Spectators at the Arizona Military Vehicle Show in Tempe give a tank the once-over.
Special to AFN

An impressive collection of military vehicles deployed as far back as World War I will be on display for families, veterans and history enthusiasts during its 27th annual appearance in Tempe.

The Arizona Military Vehicle Collectors Club is hosting the Jan. 27-28 show to offer the public a glimpse at wartimes of the past and the trucks, jeeps, Humvees and tanks that accompanied troops.

“What I really love is the aspect of educating the public on the history of these vehicles and how they helped the United States throughout different conflicts,” said club member Alan Thurston.

He decided to join 14 years ago because he owns a restored World War II jeep previously purchased by his grandfather in the 1960s. His grandfather was a flight instructor with the U.S. Army Air Corps.

Military vehicles can be purchased and collected through a variety of methods, according to Thurston. Some collectors can buy more recently decommissioned vehicles directly from the government, and older vehicles are often restored, traded or moved around within the collector community.

This year, the show is hoping to secure exhibits for a couple of larger items too, including a British tank called the Chieftain.

Compared to classic automobiles like Ford Thunderbirds and Chevrolet Bel Airs, retro military vehicles are relatively cheaper to register and insure, according to Thurston.

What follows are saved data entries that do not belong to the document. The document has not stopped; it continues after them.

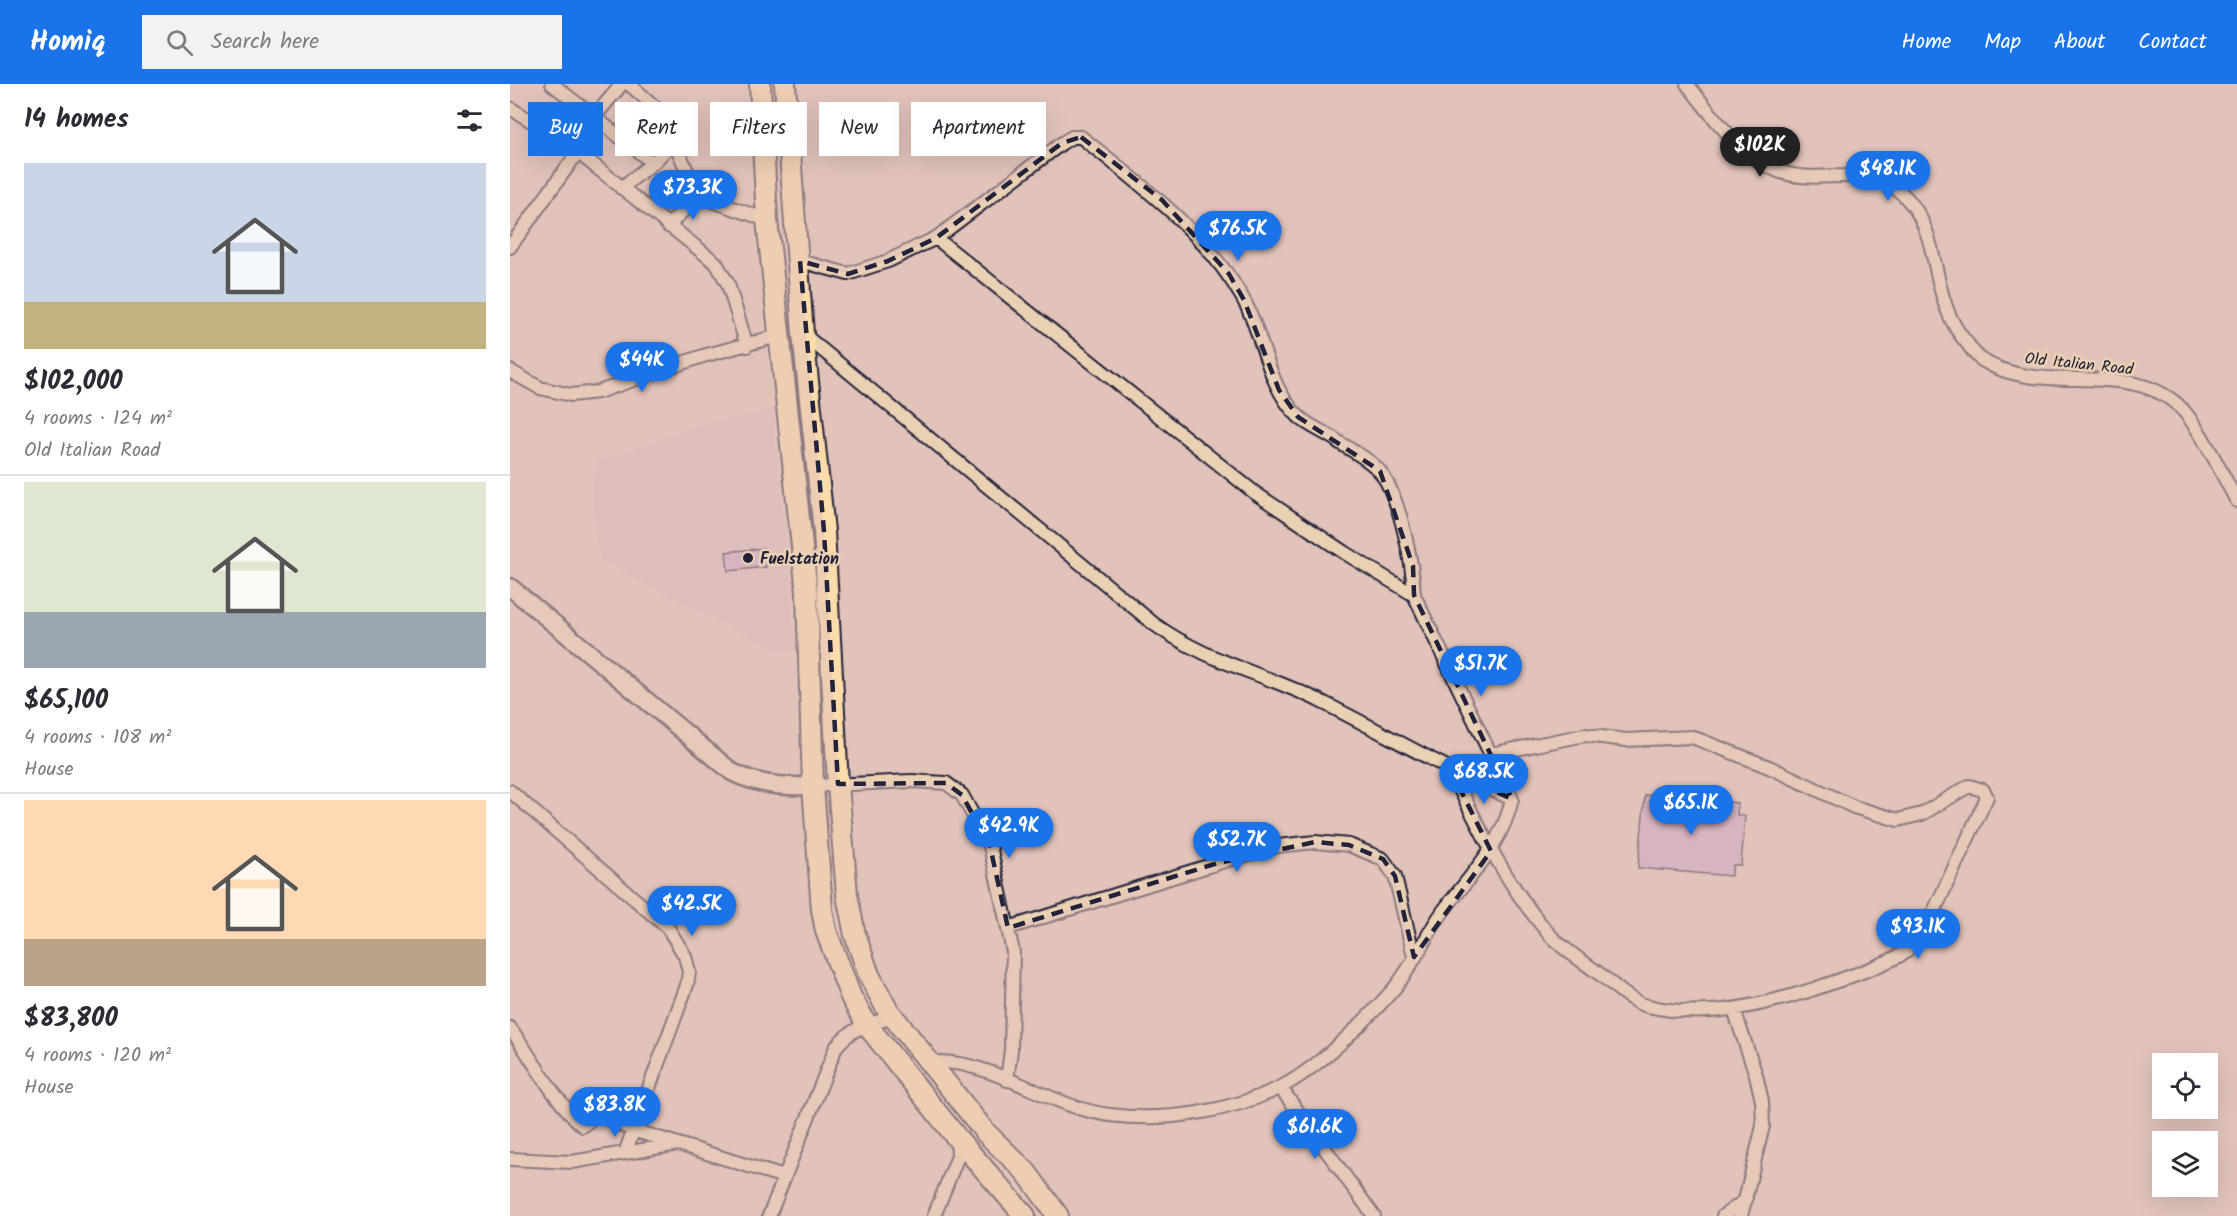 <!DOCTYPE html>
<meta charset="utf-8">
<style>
:root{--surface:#fff;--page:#f2f2f3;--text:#2b2b33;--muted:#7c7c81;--line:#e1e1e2;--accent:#1a73e8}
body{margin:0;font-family:Kalam,sans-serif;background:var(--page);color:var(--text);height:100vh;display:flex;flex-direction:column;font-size:22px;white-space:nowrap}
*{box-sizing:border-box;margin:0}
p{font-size:20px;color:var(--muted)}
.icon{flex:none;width:33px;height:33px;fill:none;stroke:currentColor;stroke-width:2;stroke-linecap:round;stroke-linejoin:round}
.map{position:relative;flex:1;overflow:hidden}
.drawer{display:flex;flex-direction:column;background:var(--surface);width:510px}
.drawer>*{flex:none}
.hud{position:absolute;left:18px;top:18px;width:570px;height:54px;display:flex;gap:12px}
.fabs{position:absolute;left:1642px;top:969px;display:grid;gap:12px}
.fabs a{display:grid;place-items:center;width:66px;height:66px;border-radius:0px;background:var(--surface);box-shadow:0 6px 24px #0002;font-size:30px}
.price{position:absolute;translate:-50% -51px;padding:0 14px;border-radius:21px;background:var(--accent);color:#fff;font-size:20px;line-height:39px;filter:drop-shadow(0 2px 3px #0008)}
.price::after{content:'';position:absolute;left:50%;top:36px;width:18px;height:14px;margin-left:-9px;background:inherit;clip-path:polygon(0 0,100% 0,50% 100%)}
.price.on{background:#222;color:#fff}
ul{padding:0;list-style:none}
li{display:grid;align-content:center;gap:12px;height:318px;padding:0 24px}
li+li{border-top:2px solid var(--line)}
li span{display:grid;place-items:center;height:186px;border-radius:0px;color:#555}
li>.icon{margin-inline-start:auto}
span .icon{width:108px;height:108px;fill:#fffc;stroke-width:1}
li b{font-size:26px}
h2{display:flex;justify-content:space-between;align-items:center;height:72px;padding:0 24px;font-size:26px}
.chip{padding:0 21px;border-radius:0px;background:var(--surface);box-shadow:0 6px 24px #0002;font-size:21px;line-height:54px}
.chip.on{background:var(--accent);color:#fff}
header{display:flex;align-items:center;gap:36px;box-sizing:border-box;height:84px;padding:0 30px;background:var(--accent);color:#fff}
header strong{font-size:28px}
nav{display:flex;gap:33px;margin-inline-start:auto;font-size:21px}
.search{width:420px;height:54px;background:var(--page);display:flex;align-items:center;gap:15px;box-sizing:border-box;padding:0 21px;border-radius:0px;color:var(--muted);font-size:22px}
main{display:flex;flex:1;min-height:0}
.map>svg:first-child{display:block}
.built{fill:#dab9be}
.building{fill:#cba3c9;stroke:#22223b;stroke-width:1.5}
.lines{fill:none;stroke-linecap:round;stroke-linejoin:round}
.street-casing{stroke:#22223b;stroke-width:16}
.secondary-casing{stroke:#22223b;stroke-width:21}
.primary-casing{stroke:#22223b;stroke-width:24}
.street{stroke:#ebd1b3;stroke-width:12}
.secondary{stroke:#ebd1b3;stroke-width:16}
.primary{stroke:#fddcac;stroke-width:20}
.marked{fill:none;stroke:#22223b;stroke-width:4.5;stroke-dasharray:12 8;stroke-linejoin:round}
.poi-dot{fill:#22223b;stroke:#ebd1b3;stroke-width:2}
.labels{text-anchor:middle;stroke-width:5;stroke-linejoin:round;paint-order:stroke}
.street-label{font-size:16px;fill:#22223b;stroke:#ebd1b3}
.poi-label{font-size:16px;font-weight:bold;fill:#22223b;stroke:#ebd1b3;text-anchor:start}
</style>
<header>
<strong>Homiq</strong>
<div class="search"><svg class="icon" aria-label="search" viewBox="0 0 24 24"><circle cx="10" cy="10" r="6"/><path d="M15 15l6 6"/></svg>Search here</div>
<nav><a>Home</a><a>Map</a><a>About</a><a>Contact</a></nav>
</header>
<main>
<section class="drawer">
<h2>14 homes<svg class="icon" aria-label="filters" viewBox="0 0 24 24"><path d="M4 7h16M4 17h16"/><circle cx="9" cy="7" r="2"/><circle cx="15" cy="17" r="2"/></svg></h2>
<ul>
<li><span style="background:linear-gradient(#c9d6e8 75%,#c2b280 0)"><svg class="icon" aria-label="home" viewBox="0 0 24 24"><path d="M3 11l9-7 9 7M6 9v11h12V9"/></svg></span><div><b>$102,000</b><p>4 rooms · 124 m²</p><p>Old Italian Road</p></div></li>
<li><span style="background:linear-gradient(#dfe7d0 70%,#9aa5b1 0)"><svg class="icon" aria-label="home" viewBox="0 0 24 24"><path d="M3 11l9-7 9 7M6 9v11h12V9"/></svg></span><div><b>$65,100</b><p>4 rooms · 108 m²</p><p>House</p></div></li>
<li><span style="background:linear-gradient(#ffd9b3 75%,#b9a48a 0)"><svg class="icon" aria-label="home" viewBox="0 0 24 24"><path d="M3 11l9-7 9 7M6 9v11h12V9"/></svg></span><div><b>$83,800</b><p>4 rooms · 120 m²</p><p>House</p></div></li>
</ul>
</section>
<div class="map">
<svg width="1727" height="1132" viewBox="0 0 1727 1132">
<rect width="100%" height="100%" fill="#e1c3ba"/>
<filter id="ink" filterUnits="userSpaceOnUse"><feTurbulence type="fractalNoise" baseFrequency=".0167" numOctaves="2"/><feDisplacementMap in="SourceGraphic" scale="12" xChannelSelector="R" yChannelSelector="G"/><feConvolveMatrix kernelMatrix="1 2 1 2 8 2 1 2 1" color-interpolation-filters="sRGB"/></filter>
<g filter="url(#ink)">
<path class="built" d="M 263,325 L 286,566 L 267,567 L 89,476 L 81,409 L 81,399 L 88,378 L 185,342 Z"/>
<path class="building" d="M 254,464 L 256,483 L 218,487 L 216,468 Z
M 1135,711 L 1228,719 L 1227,731 L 1235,732 L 1231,781 L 1223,781 L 1221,792 L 1128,784 Z"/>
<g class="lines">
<defs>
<path id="street" d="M 42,0 L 143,79
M 119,0 L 144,22 L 160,48 L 188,112 L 257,136
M 1177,0 C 1202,31 1230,72 1268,87 C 1313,104 1364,73 1400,118 C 1433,158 1419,217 1457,259 C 1461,265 1466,272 1472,276 C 1531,314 1614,274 1668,321 C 1689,340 1712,391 1727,417
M 0,24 L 55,58 L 206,179 L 218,200 L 237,262
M 55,58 L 85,32 L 112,0
M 111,104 L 143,79 L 164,57
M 158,142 L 188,112
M 426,154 L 552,59 L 562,53 L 571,53 C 630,100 694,147 732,213 C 754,250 756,301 788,332 C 799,343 818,349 830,359 C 843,367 862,377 871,389 C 890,415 903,479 904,511
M 0,163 L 68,68
M 290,177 L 338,190 L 378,177 L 426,154 L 745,409 L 835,469 L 904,511 L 1002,715 C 993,759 960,792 934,826 C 915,852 903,883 882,907 C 855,938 806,986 769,1004 C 720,1028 654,1038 600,1031 C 551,1025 510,995 463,983 C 448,978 434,978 418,978
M 293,250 L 644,540 C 697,578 753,589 810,617 C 874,649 936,685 1002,715
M 0,287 L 30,304 L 61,311 L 88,308 L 193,272 L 268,252
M 941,687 C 969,744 997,802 1039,850 C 1053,866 1076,879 1092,892 C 1105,902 1122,919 1138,922 C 1192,935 1246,923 1298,907 C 1319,900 1379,880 1395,868 C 1406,859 1413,848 1420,836 L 1477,713 L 1473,706 L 1459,702 L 1412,730 L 1388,736 L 1344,723 L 1259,683 L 1182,653 L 1116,656 L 1075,651 L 981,670
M 303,702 L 401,697 L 436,699 L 452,711 L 480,762 L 503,868 L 501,966 L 497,996
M 0,707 L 158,844 L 175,872 L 179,888 L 177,901 L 115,1069
M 498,844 L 708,779 L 768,762 L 805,758 L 839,761 L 873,775 L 885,792 L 904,873
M 1224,926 L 1246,991 L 1252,1017 L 1253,1042 L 1231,1132
M 0,944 C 25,978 42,1014 73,1042 L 87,1030 L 123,1046 L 274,1093
M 770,1003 L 864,1132
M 0,1075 L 62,1078 L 168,1060
M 259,1132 L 326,963 C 341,943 361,940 383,933
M 424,1132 L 448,1072 L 447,1054
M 1213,1132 L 1236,1116"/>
<path id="secondary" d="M 0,503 L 222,688 C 248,701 273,703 303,702"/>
<path id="primary" d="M 250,0 L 257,136 L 297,509 L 303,702 L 312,826 L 316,847 L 341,913 L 357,941 L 447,1054 L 515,1132
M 275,0 L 293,250 L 314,447 L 328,700 L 337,811 L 345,851 L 359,891 L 377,925 L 476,1049 L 516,1088 L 548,1132"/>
</defs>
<use href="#street" class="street-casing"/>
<use href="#secondary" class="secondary-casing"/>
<use href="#primary" class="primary-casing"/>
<use href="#street" class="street"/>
<use href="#secondary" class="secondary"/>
<use href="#primary" class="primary"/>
</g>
</g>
<path d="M0 0H1727V1132H0ZM 571,53 L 652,116 L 719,190 L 734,216 L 769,306 L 788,333 L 870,387 L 903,482 L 904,511 L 1002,715 L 941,687 L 981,767 L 904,873 L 885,792 L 873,775 L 839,761 L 805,758 L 708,779 L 498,844 L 480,762 L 452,711 L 436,699 L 328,700 L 314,447 L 290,177 L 338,190 L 378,177 L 426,154 L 552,59 Z" fill="#e1c3ba" fill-opacity=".55" fill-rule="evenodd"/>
<path class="marked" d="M 571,53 L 652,116 L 719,190 L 734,216 L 769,306 L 788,333 L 870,387 L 903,482 L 904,511 L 1002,715 L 941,687 L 981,767 L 904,873 L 885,792 L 873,775 L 839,761 L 805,758 L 708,779 L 498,844 L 480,762 L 452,711 L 436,699 L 328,700 L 314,447 L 290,177 L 338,190 L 378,177 L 426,154 L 552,59 Z"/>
<circle class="poi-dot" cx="238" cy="474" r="6"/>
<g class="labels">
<g class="street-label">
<text transform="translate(1569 279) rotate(6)" y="6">Old Italian Road</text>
</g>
<g class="poi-label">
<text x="250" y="480">Fuelstation</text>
</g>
</g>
</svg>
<div class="fabs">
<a><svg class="icon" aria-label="locate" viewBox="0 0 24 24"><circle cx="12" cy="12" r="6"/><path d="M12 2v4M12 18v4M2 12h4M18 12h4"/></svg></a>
<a><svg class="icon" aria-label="layers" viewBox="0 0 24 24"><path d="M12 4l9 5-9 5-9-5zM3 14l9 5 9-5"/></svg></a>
</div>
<b class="price on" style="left:1250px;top:94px">$102K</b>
<b class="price" style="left:1378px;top:118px">$48.1K</b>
<b class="price" style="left:183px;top:137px">$73.3K</b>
<b class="price" style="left:728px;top:178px">$76.5K</b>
<b class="price" style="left:132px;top:309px">$44K</b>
<b class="price" style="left:971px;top:613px">$51.7K</b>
<b class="price" style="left:974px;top:721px">$68.5K</b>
<b class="price" style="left:1181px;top:752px">$65.1K</b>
<b class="price" style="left:499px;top:775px">$42.9K</b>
<b class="price" style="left:727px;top:789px">$52.7K</b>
<b class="price" style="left:182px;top:853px">$42.5K</b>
<b class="price" style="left:1408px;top:876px">$93.1K</b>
<b class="price" style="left:105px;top:1054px">$83.8K</b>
<b class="price" style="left:805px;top:1076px">$61.6K</b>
<div class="hud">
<a class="chip on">Buy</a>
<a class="chip">Rent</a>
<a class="chip">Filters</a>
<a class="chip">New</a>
<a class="chip">Apartment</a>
</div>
</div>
</main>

Military vehicle parts can be easily found from third-party vendors outside of mainstream auto shops, and collectors or first-time customers can easily place bids for military vehicles on websites such as GovPlanet and eBay.

Thurston said many military vehicle owners in the club are veterans, and many veterans attend the show to see the equipment that once aided them in active service.

Calvin “Woody” Harris, a Marine from 1965 to 1986, joined the collectors club because he said these vehicles are parts of U.S. history that connect everybody – not just servicemen and women, but the public too.

Harris displays his own 1952 Dodge M37 pickup truck at the show, a vehicle used for cargo in the military. He bought it because while serving in Vietnam, his company used the same type of truck, and it brings back the memories from that time in his life.

He said the show seems to attract more and more people every year, in part because people enjoy learning the mechanics of how all the different vehicles work and what function each of them served. More than 5,000 attended last year.

This is a 1943 Ford GPW. During World War II, Ford produced nearly 280,000 units to keep up demand that could not be met by production of the Willys MB Jeep alone. The Willys MB and Ford GPW look almost identical and almost all parts are interchangeable.

“As the new generation of young people come in, they are interested in it as well as the older generation,” Harris said. “I get guys and ladies that come up to my vehicle and say, ‘I remember this from when I was in Germany, or in Japan,’ or wherever, and a lot of young kids just like vehicles.”

In addition to the displays, the show will play the national anthem at noon both days and have a presentation of the colors to pay tribute to soldiers who sacrificed their lives.

The show will be open 9 a.m.-5 p.m. Saturday, Jan. 27, and 9 a.m.-4 p.m. Sunday, Jan. 28, at Tempe Diablo Stadium. Admission for adults is $5, and free for children and active military members. Information: armytrucks.org.